*Data for analysis*:

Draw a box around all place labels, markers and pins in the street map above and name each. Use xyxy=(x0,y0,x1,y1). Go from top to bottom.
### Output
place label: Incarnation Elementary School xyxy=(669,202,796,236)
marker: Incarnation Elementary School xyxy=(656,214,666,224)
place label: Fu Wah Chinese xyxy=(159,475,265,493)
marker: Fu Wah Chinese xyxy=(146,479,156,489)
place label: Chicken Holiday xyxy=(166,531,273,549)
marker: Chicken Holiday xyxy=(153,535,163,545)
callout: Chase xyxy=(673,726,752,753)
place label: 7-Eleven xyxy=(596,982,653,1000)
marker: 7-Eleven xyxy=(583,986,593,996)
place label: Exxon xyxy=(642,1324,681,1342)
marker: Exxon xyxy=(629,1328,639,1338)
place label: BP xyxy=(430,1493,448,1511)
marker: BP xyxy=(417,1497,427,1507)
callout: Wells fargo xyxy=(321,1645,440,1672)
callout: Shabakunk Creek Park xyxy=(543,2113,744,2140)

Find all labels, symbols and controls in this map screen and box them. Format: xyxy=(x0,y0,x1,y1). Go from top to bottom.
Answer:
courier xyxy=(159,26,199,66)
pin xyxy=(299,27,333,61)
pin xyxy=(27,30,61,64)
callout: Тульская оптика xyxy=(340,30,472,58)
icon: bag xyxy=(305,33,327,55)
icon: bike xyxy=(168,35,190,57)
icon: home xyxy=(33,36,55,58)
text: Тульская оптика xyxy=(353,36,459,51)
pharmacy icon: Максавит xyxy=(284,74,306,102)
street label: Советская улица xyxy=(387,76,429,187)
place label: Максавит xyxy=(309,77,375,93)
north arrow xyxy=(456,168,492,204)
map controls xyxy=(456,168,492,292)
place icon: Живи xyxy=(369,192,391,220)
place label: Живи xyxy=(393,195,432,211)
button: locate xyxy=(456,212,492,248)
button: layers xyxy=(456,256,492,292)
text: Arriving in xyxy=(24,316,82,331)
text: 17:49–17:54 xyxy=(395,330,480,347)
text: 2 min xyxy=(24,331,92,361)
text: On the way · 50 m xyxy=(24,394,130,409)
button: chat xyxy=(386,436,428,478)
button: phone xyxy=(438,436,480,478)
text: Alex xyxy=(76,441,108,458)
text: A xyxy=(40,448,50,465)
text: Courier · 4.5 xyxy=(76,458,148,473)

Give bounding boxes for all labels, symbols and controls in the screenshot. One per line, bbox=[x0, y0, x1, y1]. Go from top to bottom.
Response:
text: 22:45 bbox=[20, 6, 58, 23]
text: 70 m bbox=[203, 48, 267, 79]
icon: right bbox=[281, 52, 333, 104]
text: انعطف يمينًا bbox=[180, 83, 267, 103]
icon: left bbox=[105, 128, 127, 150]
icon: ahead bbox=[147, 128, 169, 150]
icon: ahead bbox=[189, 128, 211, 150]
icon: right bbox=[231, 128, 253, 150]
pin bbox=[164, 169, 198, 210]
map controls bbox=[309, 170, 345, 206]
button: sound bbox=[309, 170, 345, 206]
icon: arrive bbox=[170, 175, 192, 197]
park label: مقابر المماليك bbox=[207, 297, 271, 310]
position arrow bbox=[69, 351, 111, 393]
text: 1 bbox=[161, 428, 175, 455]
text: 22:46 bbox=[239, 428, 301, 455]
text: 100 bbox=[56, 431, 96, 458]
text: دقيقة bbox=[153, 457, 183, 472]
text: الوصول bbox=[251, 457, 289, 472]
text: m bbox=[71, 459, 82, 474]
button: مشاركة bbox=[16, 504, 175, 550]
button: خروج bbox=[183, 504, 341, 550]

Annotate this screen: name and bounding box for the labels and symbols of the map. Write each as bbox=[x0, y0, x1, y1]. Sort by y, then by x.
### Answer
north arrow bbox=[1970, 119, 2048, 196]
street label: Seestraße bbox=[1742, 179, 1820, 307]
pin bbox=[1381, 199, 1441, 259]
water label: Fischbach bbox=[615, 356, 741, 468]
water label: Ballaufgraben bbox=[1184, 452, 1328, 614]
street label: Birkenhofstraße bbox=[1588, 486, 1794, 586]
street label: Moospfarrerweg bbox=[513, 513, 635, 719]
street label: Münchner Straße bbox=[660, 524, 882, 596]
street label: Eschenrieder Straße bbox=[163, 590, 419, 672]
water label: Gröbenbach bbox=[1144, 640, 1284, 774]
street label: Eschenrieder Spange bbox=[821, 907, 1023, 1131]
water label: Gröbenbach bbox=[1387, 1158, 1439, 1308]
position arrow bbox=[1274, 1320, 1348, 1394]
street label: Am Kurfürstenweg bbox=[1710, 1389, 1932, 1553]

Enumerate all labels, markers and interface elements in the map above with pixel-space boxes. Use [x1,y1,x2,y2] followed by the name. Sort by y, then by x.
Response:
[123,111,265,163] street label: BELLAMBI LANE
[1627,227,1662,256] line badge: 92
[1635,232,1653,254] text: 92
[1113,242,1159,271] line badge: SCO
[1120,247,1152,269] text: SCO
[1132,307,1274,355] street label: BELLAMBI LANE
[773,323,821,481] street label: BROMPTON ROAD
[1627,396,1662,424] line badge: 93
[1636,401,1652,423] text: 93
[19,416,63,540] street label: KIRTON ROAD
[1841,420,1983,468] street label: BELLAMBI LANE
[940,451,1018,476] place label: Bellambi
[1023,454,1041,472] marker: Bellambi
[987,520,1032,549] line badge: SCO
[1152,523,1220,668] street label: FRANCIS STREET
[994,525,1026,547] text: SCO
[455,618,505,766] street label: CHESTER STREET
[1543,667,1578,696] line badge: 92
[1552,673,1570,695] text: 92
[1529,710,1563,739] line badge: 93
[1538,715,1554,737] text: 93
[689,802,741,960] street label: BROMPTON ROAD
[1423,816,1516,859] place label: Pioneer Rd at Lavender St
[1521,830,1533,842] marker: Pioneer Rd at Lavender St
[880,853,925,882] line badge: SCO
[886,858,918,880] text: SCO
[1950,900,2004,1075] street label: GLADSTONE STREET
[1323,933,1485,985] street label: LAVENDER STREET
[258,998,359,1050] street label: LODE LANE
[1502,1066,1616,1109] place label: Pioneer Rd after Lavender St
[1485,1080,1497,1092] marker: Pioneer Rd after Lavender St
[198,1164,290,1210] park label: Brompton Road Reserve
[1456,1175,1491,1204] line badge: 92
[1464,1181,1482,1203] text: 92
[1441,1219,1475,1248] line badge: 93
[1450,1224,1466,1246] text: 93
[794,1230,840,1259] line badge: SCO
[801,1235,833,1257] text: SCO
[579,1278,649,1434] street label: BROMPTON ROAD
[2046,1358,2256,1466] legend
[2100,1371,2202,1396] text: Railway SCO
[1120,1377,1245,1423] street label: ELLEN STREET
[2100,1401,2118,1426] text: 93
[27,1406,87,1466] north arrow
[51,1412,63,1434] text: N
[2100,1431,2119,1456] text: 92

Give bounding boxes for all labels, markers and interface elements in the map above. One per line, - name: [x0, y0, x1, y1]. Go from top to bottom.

*What the task asks*: Once you have read through the entries above, state how many lines hold the word "from", giving nothing but the number.

*Answer space*: 4